While fewer Hawaii residents were detained, the result of this selective imprisonment created a difficult situation for them when they were released. Many of those who hadn’t been imprisoned thought those who had must have done something to deserve it, despite the fact not a single internee was ever charged with a crime, Kawamoto said.
“They didn’t want guilt by association. The detainees carried a stigma, and no one came to their defense,” he said Tuesday during the tour of Kilauea Military Camp.

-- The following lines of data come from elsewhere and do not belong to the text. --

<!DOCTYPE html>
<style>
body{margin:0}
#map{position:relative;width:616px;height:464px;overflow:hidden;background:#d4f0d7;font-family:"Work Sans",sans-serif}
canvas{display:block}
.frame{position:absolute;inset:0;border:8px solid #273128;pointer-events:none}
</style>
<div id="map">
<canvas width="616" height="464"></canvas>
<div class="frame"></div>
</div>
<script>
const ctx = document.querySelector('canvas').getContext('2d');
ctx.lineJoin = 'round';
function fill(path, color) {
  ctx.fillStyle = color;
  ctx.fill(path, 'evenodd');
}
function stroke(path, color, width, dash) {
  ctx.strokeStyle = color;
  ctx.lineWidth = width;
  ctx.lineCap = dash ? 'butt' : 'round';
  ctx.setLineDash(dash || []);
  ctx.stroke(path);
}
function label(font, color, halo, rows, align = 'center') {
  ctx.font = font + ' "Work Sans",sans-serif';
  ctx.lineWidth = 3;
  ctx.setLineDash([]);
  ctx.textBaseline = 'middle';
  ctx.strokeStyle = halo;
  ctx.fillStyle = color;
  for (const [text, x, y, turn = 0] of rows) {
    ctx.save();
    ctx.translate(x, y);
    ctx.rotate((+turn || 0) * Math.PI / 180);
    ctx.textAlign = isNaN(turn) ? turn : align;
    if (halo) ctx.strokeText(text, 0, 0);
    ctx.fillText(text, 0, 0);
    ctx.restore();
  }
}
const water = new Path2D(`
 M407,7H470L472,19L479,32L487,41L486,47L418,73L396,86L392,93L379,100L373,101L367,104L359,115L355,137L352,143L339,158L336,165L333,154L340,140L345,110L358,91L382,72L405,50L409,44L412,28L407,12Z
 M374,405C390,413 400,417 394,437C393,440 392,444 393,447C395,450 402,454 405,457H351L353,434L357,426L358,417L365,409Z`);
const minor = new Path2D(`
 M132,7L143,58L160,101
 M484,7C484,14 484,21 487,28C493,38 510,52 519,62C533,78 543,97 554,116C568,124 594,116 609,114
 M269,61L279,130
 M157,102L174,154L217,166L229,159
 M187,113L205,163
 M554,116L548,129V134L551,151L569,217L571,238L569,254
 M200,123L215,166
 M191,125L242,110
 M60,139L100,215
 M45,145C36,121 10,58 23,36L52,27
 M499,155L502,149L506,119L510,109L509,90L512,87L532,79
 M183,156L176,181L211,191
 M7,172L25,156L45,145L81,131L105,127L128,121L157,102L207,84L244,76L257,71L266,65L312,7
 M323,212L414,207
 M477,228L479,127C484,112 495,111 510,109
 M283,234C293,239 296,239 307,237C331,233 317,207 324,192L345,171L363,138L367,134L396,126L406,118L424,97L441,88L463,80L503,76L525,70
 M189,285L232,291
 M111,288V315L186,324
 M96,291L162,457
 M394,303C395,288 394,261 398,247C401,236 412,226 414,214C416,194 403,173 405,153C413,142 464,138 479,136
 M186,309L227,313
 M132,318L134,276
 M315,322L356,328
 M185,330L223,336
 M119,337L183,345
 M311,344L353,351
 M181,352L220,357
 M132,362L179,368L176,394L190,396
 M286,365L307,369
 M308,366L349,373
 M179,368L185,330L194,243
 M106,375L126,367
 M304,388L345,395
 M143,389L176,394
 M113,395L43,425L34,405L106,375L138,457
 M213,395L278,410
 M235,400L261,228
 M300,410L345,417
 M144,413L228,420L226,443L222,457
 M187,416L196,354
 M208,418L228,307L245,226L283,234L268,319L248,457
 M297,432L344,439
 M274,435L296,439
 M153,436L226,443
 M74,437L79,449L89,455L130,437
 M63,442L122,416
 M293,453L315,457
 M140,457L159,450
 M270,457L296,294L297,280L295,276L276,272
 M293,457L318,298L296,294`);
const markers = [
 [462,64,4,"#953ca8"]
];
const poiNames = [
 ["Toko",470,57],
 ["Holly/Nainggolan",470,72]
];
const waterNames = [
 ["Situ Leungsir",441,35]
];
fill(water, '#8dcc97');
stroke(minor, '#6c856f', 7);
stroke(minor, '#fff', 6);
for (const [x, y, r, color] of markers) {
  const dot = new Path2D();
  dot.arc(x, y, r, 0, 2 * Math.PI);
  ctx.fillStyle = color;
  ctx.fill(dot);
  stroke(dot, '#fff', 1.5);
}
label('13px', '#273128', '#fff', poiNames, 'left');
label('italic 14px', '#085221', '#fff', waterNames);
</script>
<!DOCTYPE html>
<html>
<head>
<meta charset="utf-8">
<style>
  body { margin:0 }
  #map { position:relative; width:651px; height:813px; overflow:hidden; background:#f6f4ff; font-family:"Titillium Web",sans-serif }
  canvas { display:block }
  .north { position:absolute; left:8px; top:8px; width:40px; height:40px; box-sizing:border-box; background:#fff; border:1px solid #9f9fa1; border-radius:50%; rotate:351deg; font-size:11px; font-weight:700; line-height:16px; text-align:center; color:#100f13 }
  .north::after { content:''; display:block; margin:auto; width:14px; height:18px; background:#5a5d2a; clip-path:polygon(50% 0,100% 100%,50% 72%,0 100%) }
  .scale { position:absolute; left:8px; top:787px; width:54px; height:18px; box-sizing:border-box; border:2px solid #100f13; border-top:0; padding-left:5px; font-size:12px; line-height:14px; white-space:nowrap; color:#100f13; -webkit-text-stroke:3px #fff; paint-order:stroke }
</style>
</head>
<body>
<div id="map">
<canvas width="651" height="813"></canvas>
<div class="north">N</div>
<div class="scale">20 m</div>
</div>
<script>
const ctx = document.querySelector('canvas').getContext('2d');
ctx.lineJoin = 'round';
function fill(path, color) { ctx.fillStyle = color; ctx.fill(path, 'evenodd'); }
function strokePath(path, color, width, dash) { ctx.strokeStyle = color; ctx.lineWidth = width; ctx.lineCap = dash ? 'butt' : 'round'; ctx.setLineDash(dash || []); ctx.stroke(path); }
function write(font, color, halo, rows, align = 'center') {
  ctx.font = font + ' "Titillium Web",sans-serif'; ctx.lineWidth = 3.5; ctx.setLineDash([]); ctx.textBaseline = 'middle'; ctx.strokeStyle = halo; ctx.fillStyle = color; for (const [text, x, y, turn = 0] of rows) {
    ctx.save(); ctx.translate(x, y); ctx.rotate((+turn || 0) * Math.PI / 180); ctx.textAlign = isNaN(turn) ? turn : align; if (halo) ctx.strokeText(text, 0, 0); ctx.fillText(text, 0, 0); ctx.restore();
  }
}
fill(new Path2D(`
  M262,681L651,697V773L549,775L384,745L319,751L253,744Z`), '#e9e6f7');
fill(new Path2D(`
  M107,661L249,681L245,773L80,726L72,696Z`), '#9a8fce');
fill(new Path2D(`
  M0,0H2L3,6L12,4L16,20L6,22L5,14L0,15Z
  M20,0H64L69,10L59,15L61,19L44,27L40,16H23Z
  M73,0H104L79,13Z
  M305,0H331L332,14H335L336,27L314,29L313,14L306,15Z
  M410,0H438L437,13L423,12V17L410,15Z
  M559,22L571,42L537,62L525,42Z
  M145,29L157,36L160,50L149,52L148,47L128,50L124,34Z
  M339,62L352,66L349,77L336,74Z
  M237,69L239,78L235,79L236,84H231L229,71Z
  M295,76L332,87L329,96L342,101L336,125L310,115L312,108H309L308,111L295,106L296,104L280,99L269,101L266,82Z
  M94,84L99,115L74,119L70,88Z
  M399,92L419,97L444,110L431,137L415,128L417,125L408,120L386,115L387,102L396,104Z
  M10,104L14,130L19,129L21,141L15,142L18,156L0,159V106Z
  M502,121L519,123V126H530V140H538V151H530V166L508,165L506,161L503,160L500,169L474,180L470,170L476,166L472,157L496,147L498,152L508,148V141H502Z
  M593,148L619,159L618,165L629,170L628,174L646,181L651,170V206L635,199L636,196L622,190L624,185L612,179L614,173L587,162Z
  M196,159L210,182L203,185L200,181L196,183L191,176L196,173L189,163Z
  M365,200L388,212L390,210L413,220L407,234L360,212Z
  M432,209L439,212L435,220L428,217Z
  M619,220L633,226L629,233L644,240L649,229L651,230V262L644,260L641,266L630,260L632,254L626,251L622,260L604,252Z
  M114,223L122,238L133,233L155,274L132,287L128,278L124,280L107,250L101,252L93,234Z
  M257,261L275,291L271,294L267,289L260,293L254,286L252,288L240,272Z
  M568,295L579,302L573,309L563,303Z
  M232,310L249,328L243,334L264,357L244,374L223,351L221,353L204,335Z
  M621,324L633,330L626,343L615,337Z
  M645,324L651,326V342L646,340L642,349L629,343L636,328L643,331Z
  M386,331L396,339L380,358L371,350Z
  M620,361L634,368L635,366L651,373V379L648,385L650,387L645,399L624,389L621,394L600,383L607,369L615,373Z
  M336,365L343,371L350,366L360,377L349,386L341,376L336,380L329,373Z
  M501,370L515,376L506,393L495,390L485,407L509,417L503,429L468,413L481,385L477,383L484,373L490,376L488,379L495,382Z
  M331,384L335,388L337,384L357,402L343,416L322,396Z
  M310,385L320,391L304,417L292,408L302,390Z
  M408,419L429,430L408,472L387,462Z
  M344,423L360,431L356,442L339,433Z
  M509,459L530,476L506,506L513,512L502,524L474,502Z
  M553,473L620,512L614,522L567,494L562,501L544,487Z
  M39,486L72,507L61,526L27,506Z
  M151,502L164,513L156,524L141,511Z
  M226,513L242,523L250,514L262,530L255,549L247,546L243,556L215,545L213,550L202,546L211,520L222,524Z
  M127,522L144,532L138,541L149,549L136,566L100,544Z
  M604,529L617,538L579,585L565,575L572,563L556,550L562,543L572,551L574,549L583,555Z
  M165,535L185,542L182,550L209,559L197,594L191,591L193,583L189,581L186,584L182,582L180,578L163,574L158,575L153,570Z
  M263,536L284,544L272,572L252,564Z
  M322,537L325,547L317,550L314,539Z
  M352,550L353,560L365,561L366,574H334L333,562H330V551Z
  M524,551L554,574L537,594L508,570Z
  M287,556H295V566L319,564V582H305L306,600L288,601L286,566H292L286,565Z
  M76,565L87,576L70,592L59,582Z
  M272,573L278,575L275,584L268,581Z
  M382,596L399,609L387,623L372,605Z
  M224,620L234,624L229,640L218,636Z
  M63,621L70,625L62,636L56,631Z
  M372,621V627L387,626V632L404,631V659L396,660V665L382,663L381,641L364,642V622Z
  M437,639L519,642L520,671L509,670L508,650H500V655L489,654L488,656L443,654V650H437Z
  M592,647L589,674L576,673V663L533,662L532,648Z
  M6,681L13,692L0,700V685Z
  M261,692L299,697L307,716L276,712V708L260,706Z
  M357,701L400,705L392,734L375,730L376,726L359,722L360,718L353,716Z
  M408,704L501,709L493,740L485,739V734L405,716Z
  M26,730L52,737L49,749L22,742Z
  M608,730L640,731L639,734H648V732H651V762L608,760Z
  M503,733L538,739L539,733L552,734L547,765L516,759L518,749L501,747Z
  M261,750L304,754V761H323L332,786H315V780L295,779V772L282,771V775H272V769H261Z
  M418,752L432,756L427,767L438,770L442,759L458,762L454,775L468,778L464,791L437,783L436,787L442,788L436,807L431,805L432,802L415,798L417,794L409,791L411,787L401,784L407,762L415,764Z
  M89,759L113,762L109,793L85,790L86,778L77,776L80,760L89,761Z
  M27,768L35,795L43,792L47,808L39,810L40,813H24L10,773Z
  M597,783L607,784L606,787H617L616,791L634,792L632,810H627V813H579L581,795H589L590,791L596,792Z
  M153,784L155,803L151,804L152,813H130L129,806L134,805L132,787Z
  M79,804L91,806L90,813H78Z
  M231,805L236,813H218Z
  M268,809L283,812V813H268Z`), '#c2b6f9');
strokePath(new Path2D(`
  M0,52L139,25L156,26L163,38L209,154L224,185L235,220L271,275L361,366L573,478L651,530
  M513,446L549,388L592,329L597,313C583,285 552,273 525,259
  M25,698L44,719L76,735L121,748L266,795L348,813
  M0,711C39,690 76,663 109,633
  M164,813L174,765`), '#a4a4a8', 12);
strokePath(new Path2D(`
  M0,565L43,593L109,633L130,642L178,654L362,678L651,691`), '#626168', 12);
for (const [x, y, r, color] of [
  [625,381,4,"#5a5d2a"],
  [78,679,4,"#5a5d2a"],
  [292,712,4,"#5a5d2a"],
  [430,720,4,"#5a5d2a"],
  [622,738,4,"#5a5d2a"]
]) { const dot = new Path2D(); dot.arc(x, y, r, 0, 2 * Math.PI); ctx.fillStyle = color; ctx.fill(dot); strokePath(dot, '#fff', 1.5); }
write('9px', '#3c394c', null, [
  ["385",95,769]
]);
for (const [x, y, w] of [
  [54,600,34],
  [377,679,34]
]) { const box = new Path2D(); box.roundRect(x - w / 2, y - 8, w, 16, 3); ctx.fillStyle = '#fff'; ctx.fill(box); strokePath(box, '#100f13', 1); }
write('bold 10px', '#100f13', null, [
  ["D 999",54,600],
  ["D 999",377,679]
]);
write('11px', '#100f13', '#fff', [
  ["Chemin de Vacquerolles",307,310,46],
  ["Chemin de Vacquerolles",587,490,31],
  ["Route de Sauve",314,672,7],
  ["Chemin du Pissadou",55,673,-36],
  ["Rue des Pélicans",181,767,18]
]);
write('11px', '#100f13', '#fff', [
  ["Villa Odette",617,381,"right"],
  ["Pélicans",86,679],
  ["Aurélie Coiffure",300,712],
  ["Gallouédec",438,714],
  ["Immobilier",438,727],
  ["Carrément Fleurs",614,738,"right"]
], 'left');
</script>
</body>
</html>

The camp is one of three known locations on Hawaii Island where detainees were held. The other two that have so far been verified include Waiakea Prison and Hilo Independent Japanese Language School. Kawamoto and Japanese Cultural Center President Carole Hayashino said Tuesday afternoon that while they were visiting the national park to share information with the public, they also came to continue their search for additional sites.
“We’re asking for the public’s help in finding these places,” Hayashino said. “Many people never talked about it (being held in the camps). But there are more stories out there, more information.”
The pair were set to visit an area near Waiakea, where a landowner thought another camp might have been located.
“We really don’t have any evidence at this point,” Kawamoto said, “so we’re going out to look at it.”
Many of the attendees of the film and tour said they were surprised to learn Japanese Americans were interned on the Big Island, adding that getting to hear the stories and see the locations where they happened shed light on a dark time in the history of the United States.
Gordon Ching, who teaches business education at Hawaii Community College in Hilo, said he couldn’t help but think about the terrorist attacks of Sept. 11, 2001, as he learned about the internment camp.
“You ask yourself, ‘Can history repeat itself?’” he said. “Yes it can. Often, you can’t prevent panic in times of war, and I think future generations need to remember this, and shouldn’t have knee-jerk reactions.”